Work instruction: Every line below from the one containing "Where are all" through the one containing "Enumerate all text" must be transcribed exactly. Omit all lines outside that stretch.

Dataset excerpts:
______________________________

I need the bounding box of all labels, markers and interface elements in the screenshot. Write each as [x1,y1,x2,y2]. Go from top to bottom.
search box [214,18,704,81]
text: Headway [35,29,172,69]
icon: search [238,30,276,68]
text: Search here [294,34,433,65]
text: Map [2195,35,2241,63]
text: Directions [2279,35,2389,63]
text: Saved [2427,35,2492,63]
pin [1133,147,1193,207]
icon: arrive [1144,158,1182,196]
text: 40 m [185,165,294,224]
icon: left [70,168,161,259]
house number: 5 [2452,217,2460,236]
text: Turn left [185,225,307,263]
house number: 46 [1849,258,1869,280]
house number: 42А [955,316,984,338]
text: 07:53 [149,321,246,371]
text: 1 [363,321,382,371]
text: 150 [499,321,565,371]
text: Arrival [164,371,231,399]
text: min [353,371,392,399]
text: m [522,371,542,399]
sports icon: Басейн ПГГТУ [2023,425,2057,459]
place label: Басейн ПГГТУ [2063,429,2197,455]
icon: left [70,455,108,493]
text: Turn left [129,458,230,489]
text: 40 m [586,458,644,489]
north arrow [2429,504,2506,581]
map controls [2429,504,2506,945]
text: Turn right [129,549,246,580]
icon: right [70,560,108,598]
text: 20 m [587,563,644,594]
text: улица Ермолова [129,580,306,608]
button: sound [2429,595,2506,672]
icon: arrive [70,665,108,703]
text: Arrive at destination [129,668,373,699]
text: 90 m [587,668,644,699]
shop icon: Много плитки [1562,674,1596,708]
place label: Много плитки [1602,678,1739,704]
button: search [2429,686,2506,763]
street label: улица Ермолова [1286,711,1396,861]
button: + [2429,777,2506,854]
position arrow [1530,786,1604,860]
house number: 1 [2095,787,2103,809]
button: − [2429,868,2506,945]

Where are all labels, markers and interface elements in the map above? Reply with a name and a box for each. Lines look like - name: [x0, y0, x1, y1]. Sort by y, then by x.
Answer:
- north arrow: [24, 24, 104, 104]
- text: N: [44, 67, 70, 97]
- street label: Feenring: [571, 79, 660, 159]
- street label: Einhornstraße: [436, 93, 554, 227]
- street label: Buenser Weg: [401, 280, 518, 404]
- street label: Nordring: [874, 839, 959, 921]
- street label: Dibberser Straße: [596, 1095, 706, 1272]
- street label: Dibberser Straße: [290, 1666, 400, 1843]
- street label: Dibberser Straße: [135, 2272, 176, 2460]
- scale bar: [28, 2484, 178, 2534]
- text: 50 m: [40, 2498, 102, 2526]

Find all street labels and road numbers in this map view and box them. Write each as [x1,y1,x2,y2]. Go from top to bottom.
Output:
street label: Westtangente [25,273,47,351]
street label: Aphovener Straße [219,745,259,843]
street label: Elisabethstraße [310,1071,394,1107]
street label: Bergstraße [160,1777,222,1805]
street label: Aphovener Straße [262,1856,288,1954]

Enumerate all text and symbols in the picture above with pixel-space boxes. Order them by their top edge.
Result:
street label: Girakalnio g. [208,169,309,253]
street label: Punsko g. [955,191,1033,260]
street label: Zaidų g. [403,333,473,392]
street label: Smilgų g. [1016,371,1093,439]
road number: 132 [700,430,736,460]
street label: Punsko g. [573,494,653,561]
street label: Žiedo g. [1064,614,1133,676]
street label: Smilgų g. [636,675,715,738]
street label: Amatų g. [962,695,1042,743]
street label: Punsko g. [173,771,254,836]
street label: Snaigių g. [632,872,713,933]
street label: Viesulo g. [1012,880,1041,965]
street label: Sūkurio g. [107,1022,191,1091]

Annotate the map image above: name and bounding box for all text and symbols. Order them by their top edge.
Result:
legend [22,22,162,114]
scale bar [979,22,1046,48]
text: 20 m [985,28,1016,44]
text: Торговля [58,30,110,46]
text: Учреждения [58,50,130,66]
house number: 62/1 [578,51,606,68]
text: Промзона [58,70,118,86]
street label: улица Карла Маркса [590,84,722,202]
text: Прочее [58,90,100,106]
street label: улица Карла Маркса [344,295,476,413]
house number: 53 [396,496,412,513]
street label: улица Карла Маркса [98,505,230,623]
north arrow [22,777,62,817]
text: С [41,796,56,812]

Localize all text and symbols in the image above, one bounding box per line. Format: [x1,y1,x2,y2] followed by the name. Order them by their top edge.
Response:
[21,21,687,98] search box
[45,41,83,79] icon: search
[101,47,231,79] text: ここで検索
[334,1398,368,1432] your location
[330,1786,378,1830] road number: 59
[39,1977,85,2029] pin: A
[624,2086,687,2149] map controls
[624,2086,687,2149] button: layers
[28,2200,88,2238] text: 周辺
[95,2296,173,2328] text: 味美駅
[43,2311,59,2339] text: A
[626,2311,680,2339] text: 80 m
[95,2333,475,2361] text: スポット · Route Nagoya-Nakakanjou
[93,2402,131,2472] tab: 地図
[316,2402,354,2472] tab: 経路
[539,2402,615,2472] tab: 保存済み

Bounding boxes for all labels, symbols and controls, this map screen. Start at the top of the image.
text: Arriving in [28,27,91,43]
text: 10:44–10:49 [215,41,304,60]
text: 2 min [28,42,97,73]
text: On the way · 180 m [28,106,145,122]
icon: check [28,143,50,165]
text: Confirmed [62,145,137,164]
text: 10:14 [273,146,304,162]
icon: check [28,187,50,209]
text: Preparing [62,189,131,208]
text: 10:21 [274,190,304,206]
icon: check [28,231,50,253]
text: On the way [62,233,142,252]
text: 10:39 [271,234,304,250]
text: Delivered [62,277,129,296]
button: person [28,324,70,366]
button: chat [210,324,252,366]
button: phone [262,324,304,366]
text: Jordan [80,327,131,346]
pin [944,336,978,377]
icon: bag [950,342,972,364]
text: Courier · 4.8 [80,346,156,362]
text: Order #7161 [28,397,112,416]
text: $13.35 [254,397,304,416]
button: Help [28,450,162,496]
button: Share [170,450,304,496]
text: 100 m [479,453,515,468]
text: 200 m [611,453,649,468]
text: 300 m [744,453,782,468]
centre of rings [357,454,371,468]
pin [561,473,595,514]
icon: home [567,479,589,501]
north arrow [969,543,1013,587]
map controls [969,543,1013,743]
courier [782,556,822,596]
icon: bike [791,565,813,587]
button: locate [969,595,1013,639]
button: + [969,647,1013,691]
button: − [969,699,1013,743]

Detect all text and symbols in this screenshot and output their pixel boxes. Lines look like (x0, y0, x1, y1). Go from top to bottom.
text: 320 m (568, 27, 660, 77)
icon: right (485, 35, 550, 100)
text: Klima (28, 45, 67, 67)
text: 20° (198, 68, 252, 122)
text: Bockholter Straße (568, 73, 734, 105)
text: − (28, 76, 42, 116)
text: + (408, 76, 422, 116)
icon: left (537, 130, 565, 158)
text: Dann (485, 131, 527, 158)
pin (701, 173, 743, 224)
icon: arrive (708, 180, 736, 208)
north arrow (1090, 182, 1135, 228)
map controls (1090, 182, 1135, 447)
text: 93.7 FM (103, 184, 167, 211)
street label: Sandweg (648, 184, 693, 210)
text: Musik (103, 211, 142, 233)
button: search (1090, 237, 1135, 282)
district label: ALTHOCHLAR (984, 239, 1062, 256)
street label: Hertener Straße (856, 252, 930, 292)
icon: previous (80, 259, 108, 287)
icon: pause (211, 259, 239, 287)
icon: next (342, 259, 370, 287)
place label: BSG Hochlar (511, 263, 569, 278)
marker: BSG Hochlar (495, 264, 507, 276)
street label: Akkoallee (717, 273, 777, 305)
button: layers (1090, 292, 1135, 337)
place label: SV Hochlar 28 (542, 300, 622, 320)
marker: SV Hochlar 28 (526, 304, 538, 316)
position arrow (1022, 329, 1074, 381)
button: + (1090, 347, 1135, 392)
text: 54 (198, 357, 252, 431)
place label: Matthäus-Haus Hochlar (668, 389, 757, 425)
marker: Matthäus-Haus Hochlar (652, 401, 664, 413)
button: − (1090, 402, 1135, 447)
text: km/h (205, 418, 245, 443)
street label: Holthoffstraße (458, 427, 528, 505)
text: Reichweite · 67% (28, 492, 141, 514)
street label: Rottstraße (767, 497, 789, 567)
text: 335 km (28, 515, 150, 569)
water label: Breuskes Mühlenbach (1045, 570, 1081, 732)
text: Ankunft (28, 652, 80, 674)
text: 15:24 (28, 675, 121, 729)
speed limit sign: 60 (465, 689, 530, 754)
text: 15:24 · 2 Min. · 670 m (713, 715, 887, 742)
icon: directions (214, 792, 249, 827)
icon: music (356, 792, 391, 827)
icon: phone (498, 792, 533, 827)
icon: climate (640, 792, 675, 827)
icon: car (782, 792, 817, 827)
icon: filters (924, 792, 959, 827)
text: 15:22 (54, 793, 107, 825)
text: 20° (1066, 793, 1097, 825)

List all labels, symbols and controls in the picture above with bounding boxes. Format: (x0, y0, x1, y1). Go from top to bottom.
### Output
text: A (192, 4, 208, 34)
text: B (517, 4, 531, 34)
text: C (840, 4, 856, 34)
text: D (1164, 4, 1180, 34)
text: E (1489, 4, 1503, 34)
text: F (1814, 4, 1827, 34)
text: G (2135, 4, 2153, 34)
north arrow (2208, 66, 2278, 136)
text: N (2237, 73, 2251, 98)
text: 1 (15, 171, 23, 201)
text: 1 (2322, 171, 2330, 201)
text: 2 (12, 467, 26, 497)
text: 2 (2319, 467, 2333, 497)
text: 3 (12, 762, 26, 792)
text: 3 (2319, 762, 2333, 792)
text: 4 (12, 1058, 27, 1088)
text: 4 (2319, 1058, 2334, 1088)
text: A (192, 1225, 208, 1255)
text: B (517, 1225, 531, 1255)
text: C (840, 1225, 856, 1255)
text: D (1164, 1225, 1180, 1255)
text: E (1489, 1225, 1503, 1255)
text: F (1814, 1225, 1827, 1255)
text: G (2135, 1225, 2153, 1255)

______________________________

Your solution:
Where are all labels, markers and interface elements in the map above? Reply with a name and a box for each. Lines look like - name: [x0, y0, x1, y1]. Sort by y, then by x.
Answer:
- north arrow: [24, 24, 104, 104]
- text: N: [44, 67, 70, 97]
- street label: Feenring: [571, 79, 660, 159]
- street label: Einhornstraße: [436, 93, 554, 227]
- street label: Buenser Weg: [401, 280, 518, 404]
- street label: Nordring: [874, 839, 959, 921]
- street label: Dibberser Straße: [596, 1095, 706, 1272]
- street label: Dibberser Straße: [290, 1666, 400, 1843]
- street label: Dibberser Straße: [135, 2272, 176, 2460]
- scale bar: [28, 2484, 178, 2534]
- text: 50 m: [40, 2498, 102, 2526]

Find all street labels and road numbers in this map view and box them. Write each as [x1,y1,x2,y2]. Go from top to bottom.
Output:
street label: Westtangente [25,273,47,351]
street label: Aphovener Straße [219,745,259,843]
street label: Elisabethstraße [310,1071,394,1107]
street label: Bergstraße [160,1777,222,1805]
street label: Aphovener Straße [262,1856,288,1954]

Enumerate all text and symbols in the picture above with pixel-space boxes. Order them by their top edge.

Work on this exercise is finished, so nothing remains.